**Exercise materials:**
------------------------------------------------------------------------
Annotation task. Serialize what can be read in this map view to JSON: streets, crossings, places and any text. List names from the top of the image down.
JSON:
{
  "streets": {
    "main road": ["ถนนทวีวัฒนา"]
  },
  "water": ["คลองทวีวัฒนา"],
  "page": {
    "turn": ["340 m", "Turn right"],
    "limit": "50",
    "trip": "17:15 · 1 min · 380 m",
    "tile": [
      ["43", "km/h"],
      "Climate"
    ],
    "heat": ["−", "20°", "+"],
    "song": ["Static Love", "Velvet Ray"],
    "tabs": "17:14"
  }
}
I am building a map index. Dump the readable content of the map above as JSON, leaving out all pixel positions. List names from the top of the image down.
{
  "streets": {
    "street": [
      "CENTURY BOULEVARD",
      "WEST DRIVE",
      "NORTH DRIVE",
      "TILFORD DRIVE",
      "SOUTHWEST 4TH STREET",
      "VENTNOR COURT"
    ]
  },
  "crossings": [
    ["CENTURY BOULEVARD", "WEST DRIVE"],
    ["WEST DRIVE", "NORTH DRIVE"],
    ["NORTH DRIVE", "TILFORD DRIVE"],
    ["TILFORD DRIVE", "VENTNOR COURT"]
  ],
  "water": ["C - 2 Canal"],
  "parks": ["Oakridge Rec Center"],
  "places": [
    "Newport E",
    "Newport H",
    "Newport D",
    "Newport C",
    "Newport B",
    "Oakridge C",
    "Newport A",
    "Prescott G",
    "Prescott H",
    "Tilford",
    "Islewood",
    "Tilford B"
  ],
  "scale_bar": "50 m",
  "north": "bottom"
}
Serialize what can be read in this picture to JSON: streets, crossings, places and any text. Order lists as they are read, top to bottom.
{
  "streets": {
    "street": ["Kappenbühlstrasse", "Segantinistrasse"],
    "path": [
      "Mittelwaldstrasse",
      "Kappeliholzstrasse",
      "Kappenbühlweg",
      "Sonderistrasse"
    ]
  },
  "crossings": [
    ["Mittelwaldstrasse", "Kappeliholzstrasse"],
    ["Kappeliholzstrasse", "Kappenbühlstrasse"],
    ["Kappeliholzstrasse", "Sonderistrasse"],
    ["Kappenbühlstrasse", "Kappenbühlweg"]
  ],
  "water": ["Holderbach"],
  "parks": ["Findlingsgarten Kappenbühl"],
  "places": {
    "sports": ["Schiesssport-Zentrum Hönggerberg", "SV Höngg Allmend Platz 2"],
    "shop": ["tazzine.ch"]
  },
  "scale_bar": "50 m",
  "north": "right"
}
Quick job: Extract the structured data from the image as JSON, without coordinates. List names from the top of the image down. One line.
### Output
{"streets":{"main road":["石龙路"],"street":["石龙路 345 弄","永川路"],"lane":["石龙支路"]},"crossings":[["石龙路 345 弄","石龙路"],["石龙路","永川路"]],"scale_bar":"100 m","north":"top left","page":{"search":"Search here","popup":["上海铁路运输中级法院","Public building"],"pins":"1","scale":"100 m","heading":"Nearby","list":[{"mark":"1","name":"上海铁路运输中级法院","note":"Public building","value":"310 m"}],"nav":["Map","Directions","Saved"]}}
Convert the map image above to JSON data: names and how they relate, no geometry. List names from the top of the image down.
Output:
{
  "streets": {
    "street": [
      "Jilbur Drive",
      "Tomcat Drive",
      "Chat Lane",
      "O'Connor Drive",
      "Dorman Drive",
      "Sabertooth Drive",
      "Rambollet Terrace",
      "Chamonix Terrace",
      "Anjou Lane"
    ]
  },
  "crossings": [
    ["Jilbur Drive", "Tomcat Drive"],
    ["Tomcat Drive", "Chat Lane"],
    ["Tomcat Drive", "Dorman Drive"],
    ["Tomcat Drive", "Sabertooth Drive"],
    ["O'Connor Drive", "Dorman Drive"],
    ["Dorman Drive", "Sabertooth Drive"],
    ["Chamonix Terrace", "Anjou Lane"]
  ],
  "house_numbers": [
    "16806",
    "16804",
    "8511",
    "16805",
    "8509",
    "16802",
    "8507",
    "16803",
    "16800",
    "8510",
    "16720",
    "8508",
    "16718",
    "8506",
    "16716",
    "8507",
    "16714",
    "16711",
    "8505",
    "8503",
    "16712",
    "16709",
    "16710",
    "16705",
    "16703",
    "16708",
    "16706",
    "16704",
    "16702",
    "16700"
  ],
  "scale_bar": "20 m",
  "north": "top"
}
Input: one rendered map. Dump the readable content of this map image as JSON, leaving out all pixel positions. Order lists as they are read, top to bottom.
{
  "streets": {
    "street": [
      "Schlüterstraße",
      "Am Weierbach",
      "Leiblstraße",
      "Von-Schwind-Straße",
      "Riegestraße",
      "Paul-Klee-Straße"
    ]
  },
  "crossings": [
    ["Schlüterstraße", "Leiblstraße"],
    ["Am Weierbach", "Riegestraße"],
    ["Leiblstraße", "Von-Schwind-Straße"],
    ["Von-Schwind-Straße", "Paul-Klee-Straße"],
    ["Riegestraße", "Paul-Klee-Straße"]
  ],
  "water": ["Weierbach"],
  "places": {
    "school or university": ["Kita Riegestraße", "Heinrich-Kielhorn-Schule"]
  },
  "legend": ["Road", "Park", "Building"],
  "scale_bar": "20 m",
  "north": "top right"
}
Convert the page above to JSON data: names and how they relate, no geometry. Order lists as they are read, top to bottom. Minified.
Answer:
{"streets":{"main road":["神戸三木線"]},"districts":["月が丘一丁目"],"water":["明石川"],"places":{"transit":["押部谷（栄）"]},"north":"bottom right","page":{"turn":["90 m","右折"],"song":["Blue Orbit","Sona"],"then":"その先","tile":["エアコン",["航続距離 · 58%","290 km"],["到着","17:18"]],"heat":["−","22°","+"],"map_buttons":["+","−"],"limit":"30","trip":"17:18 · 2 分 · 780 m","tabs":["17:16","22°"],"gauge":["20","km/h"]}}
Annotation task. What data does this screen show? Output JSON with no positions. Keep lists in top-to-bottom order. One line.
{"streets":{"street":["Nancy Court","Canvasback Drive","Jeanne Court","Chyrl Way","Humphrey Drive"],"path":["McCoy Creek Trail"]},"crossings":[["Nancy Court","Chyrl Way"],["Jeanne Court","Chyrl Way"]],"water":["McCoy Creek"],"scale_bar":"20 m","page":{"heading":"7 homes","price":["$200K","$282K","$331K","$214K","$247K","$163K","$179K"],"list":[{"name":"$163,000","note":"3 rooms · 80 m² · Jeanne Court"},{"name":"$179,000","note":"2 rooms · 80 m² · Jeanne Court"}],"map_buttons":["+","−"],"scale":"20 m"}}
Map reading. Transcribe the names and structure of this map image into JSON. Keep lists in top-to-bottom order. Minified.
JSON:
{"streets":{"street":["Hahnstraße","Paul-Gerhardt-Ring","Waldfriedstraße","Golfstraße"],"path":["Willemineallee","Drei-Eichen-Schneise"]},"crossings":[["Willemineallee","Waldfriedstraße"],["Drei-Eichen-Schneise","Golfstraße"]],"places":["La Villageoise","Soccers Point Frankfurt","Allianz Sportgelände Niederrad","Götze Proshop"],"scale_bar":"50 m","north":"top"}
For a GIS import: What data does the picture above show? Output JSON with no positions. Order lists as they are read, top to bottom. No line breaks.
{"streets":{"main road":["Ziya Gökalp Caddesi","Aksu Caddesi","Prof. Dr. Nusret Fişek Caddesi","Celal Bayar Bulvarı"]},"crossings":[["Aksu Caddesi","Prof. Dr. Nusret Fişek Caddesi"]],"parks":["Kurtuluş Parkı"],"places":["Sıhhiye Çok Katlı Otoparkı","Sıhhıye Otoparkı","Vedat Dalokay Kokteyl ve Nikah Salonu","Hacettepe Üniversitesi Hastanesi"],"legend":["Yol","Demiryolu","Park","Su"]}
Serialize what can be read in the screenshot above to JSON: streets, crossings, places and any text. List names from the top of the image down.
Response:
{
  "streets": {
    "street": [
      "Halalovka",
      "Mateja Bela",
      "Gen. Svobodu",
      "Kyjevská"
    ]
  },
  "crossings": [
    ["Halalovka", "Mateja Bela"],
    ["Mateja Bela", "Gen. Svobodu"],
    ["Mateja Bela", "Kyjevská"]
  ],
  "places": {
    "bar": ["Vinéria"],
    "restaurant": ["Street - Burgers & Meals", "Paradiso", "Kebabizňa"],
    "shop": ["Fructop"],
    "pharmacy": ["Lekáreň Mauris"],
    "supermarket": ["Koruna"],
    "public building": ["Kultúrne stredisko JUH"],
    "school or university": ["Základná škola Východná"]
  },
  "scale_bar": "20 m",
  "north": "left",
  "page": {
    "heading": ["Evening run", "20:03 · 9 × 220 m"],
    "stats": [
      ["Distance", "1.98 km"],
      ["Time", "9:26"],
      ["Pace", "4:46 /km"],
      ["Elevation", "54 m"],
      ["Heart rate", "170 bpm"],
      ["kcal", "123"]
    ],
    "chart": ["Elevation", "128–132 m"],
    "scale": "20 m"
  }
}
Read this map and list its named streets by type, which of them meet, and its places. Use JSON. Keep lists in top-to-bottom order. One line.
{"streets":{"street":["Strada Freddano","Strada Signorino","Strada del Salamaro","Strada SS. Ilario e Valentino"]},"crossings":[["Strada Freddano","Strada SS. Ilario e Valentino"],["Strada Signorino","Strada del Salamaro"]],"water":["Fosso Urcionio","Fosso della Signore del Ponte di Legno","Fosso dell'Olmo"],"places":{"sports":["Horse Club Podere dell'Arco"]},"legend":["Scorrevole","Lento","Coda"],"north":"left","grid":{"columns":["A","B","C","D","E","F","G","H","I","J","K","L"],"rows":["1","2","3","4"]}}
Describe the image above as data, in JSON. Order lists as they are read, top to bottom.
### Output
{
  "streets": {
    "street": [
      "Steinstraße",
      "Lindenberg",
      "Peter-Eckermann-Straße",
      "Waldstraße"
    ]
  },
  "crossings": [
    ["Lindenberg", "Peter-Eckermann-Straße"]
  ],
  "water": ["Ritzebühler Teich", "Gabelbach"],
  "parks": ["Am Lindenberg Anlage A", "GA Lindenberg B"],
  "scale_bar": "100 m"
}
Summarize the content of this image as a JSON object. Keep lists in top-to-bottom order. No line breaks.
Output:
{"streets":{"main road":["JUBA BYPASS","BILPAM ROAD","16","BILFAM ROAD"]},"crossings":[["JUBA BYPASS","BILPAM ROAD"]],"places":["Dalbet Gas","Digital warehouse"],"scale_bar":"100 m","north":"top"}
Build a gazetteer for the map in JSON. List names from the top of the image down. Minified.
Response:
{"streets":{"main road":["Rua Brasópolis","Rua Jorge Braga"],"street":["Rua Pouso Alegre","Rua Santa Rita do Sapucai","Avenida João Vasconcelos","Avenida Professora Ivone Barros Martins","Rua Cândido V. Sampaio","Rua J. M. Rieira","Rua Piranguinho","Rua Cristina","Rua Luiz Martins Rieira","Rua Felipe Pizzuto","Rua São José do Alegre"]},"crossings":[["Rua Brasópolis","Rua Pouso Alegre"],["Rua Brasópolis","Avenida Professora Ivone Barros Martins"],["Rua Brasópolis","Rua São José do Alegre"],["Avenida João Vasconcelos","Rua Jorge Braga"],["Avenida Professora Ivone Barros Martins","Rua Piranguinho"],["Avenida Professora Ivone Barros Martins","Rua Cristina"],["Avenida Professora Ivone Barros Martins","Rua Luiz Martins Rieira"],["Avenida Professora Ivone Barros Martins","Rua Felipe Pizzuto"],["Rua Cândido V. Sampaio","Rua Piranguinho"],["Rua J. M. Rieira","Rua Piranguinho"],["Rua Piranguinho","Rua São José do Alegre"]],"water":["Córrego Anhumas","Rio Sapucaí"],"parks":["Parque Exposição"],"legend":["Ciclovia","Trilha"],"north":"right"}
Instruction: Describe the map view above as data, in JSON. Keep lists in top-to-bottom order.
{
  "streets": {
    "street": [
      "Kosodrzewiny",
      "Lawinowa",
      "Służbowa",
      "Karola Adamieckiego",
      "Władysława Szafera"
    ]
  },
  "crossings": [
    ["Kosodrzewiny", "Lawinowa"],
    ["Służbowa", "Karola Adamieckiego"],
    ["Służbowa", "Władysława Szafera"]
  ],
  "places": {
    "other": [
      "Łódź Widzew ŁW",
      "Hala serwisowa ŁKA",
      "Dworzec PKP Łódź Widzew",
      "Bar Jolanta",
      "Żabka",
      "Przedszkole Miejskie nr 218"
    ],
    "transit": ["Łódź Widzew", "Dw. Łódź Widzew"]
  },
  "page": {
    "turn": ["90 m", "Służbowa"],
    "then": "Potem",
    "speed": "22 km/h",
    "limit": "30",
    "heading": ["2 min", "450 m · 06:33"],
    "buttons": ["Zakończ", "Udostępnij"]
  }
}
------------------------------------------------------------------------
Could you copy every line in the records that holds "Minified"?

Convert the page above to JSON data: names and how they relate, no geometry. Order lists as they are read, top to bottom. Minified.
Map reading. Transcribe the names and structure of this map image into JSON. Keep lists in top-to-bottom order. Minified.
Build a gazetteer for the map in JSON. List names from the top of the image down. Minified.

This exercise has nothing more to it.